Anyway, despite the inconclusiveness of the result, I attended a group for learning to cope with the day-to-day of ADHD and autism. I thought that since accepting psychiatric help for the first time in my life helped, I might as well try this too. The group had about some fifteen of us, with most of them having received diagnoses. Attending really helped affirm my position for myself: I may not formally belong to the spectrum or any form of ADHD, but I sure as hell have the typical:

  1. hyper focus flow states,
  2. obsessing and dedicating a few weeks on a topic or project before tiring of it and finding something new,
  3. forgetting or neglecting bodily functions until the point of feeling ill,
  4. issues with perfectionism and getting stuck on the little details,
  5. difficulty with time management and task prioritisation,
  6. rationalising away from self-appointed punishments or bypassing the task to the reward,
  7. tendency to push simple five minute tasks for weeks and months,
  8. difficulty keeping eye contact,
  9. tendency to overthink social interactions,

etc. ad nauseam. I think you get the point – I functionally have ADHD. I’d like to have an official little certificate stating it to be so, but I’m fine with having been given the tools to come to terms with my situation. So in essence I’m self-diagnosing, which I’ve historically derided. I still think that you should go to the healthcare professionals for diagnoses, but when you look, walk, and quack like an ADHD duck, you might just be an ADHD duck. And an odd duck at that.

The Existential

It’s been a long four years. Stagnant progress in physical rehab, barely any progress in studies, no progress with my BA thesis. Mentally I’m in a significantly better place. While I’m hopeful for the future of my physical condition and I can see myself being back to full-time study in a year’s time, I can’t help but dread the future. I don’t have a clear vision of what I am to do “when I grow up”. I’m not sure if I’m eligible to become a teacher as I’m not (after my request) required to show a sufficient knowledge of Swedish (as I would essentially have to learn the language from scratch).
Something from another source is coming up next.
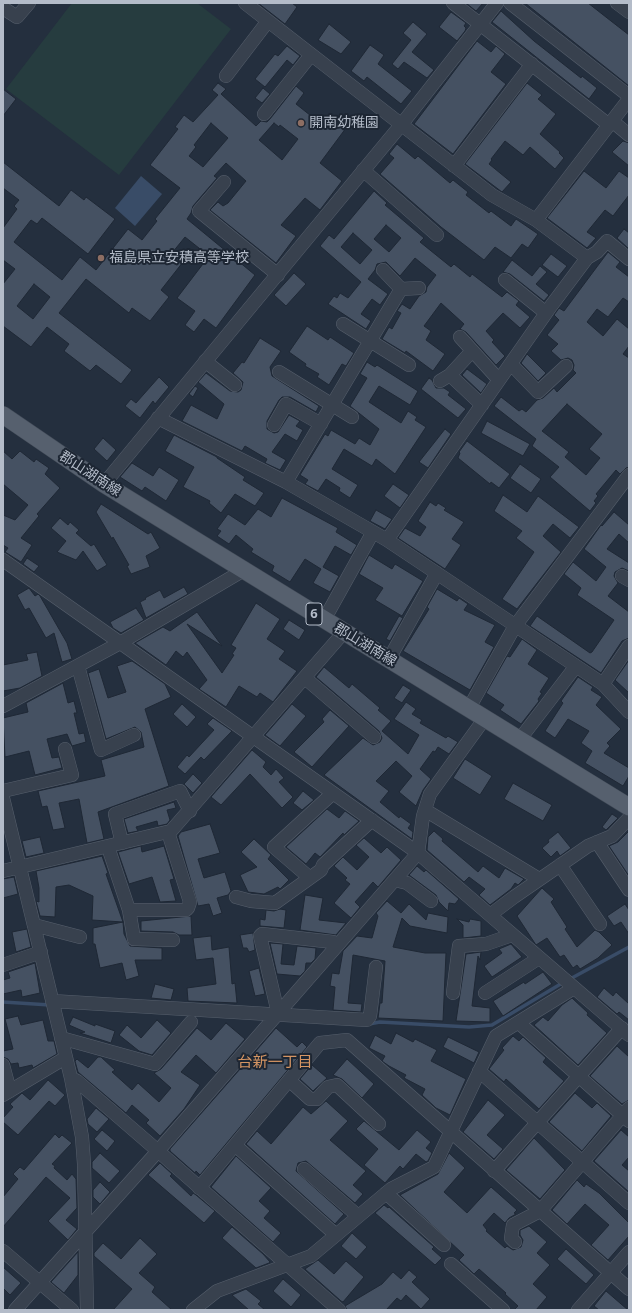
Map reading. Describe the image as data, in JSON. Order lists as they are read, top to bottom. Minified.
{"streets":{"main road":["郡山湖南線","6"]},"districts":["台新一丁目"],"places":["開南幼稚園","福島県立安積高等学校"]}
Even if I am eligible, I’m not even sure if I want to at this point. Teachers are poorly paid, mistreated, ill prepared, and abused by local governments by chaining work contracts instead of being given full employment – which is illegal, mind you. You either accept the abuse or you don’t get work at public schools in that region after you challenge the local government. Then I have my immunosuppression angle that gives me anxiety as well. Schools are breeding grounds for seasonal infections, each one of which can be risky for me. I try not to fuss over chances of getting sick, but working at a school essentially guarantees that I will get sick. I’m not sure if I can live with that. On the other hand, I’ve been looking into programming and making games, which has been pretty fun, but I’m not sure I could do this as a job. Or could I? I’m trying to do a little bit of experimentation over the summer to see if I can get anything made. Anyway, my point has been that I can’t see a clear image of where I fit in the job market. I do want to work, of course. I’d go insane if I didn’t try to do something “productive” at least every now and then; I deal very poorly with limitless free time. I’m hoping that getting back to full-time study helps me regain some confidence in my abilities, but for the time being I can’t help but dread as my visions of the future are blurred beyond recognition.

The Content

That was a bit of a ramble, wasn’t it? I’ve honestly missed just rambling on in long-form posts where I can make my thoughts known in as (in)articulate a form as I wish. All I hope is that it’s still readable despite the train of thought style of it. Other than this post, I’m trying to put in an effort to posting more regularly again in general. I read through some of my posts of yesteryear last night and I was reminded that I can damn well write if I just let myself. And I’ll enjoy it as well. So I’ll try to give myself more opportunities to write more. If this fails, I guess I’ll see you again in another four goddamn years. lmao

P.S. I got engaged during this time as well. Just thought I’d mention it.